MANAGEMENT'S DISCUSSION AND ANALYSIS
Forward Looking Statements
--------------------------
Management's Discussion and Analysis and other portions of this report contain
certain "forward looking statements" within the meaning of the Private
Securities Litigation Reform Act of 1995. This statement is for the express
purpose of availing Horizon Financial to the protections of such safe harbor
provisions of said Act with respect to all "forward looking statements."

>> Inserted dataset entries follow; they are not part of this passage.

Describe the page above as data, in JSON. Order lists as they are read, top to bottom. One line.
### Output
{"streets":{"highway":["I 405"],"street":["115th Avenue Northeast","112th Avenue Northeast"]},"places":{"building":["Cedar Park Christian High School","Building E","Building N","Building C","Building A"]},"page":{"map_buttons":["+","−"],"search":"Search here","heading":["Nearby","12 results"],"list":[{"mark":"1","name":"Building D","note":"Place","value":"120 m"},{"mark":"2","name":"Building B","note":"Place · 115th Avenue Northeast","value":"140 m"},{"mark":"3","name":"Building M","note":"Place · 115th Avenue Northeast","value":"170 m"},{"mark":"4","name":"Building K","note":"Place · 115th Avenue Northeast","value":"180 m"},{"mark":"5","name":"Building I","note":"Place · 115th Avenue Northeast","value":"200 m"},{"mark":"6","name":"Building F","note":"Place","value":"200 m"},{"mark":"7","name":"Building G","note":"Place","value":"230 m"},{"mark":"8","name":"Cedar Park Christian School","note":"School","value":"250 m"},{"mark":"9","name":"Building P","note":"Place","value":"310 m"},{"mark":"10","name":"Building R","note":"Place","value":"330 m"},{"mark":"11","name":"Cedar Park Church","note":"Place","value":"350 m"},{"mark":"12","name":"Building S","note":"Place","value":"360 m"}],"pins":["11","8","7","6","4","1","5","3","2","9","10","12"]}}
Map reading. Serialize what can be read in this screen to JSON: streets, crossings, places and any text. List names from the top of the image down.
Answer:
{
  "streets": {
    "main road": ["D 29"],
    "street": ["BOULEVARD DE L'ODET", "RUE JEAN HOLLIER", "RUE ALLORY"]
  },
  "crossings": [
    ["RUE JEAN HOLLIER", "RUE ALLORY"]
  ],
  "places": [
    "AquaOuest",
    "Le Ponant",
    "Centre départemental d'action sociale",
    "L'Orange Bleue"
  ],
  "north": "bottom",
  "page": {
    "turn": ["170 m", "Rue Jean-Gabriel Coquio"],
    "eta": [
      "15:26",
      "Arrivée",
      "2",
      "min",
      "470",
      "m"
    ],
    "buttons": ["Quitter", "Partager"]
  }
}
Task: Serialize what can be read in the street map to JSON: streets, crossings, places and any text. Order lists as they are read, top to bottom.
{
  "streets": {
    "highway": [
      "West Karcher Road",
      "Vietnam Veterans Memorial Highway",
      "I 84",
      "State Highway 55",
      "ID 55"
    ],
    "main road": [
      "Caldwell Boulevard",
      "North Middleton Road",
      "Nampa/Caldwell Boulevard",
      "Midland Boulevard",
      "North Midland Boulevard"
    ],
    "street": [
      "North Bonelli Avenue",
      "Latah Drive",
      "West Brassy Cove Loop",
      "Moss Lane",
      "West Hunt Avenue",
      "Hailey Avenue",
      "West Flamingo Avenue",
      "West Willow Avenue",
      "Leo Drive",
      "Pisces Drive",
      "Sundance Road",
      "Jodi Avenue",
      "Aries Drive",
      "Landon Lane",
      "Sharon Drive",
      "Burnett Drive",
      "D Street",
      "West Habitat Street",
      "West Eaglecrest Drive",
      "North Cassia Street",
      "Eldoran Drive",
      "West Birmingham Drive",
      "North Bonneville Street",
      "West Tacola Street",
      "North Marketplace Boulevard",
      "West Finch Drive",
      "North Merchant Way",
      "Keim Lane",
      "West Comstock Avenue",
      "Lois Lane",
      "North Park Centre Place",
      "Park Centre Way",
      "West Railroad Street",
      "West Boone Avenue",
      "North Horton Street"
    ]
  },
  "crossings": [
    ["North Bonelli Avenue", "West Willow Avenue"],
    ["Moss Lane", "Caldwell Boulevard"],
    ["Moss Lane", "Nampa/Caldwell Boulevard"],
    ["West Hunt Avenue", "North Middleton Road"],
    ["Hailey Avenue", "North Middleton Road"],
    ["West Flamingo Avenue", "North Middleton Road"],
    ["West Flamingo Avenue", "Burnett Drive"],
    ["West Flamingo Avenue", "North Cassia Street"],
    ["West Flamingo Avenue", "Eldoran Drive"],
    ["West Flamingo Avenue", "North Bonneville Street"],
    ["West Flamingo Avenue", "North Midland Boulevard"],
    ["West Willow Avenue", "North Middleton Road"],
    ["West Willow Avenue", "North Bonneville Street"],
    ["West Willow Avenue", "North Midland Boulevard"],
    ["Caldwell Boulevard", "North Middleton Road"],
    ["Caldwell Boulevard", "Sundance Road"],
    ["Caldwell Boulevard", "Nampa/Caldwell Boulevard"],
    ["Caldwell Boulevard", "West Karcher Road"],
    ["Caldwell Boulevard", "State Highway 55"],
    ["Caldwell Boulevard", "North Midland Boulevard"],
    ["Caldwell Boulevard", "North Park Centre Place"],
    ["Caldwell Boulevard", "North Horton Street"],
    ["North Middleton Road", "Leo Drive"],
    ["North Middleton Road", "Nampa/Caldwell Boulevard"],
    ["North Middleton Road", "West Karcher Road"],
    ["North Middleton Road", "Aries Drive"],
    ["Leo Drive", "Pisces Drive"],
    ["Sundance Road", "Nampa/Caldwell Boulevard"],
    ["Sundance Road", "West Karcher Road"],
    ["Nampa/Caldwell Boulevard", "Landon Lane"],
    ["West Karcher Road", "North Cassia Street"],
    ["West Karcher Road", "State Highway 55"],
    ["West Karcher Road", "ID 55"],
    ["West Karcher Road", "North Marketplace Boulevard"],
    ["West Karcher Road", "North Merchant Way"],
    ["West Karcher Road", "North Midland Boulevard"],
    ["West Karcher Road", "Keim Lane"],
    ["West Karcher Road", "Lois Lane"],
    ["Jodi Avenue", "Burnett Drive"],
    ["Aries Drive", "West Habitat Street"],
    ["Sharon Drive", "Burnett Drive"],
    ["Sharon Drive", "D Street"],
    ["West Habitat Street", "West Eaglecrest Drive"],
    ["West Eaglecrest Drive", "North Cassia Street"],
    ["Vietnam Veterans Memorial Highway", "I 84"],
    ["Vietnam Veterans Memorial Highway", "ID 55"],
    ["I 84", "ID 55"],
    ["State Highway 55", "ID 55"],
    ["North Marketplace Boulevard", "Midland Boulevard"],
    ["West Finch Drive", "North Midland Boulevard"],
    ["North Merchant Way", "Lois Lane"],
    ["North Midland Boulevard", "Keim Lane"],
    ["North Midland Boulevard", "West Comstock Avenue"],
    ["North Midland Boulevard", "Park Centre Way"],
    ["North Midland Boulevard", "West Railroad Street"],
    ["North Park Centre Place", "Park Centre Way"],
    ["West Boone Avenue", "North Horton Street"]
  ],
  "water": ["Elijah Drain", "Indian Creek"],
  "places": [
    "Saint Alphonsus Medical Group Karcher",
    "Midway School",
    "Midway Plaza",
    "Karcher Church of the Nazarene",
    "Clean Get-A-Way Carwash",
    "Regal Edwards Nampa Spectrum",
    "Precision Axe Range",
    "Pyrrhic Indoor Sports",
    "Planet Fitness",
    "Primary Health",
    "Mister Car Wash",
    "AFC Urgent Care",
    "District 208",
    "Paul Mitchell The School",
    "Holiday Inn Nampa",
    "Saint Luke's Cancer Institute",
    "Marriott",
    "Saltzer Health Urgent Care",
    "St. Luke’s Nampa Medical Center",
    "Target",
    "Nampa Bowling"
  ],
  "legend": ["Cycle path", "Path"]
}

Horizon Financial has used "forward looking statements" to describe future
plans and strategies, including expectations of Horizon Financial's potential
future financial results. Management's ability to predict results or the
effect of future plans and strategies is inherently uncertain. Factors that
could affect results include, but are not limited to: the future level of
interest rates, industry trends, general economic conditions, loan delinquency
rates, and changes in state and federal regulations. These factors should be
considered when evaluating the "forward looking statements" and undue reliance
should not be placed on such statements.
General
-------
The Corporation was formed under Washington law on May 22, 1995, and became
the holding company of the Bank, effective October 13, 1995. Effective
September 19, 1999 the Corporation completed the acquisition of Bellingham
Bancorporation, whose wholly-owned subsidiary, Bank of Bellingham, was merged
with and into Horizon Bank. At September 30, 2000, the Corporation had total
assets of $737.5 million, total deposits of $579.5 million and total equity of
$94.6 million. The Corporation's business activities generally are limited to
passive investment activities and oversight of its investment in the Bank.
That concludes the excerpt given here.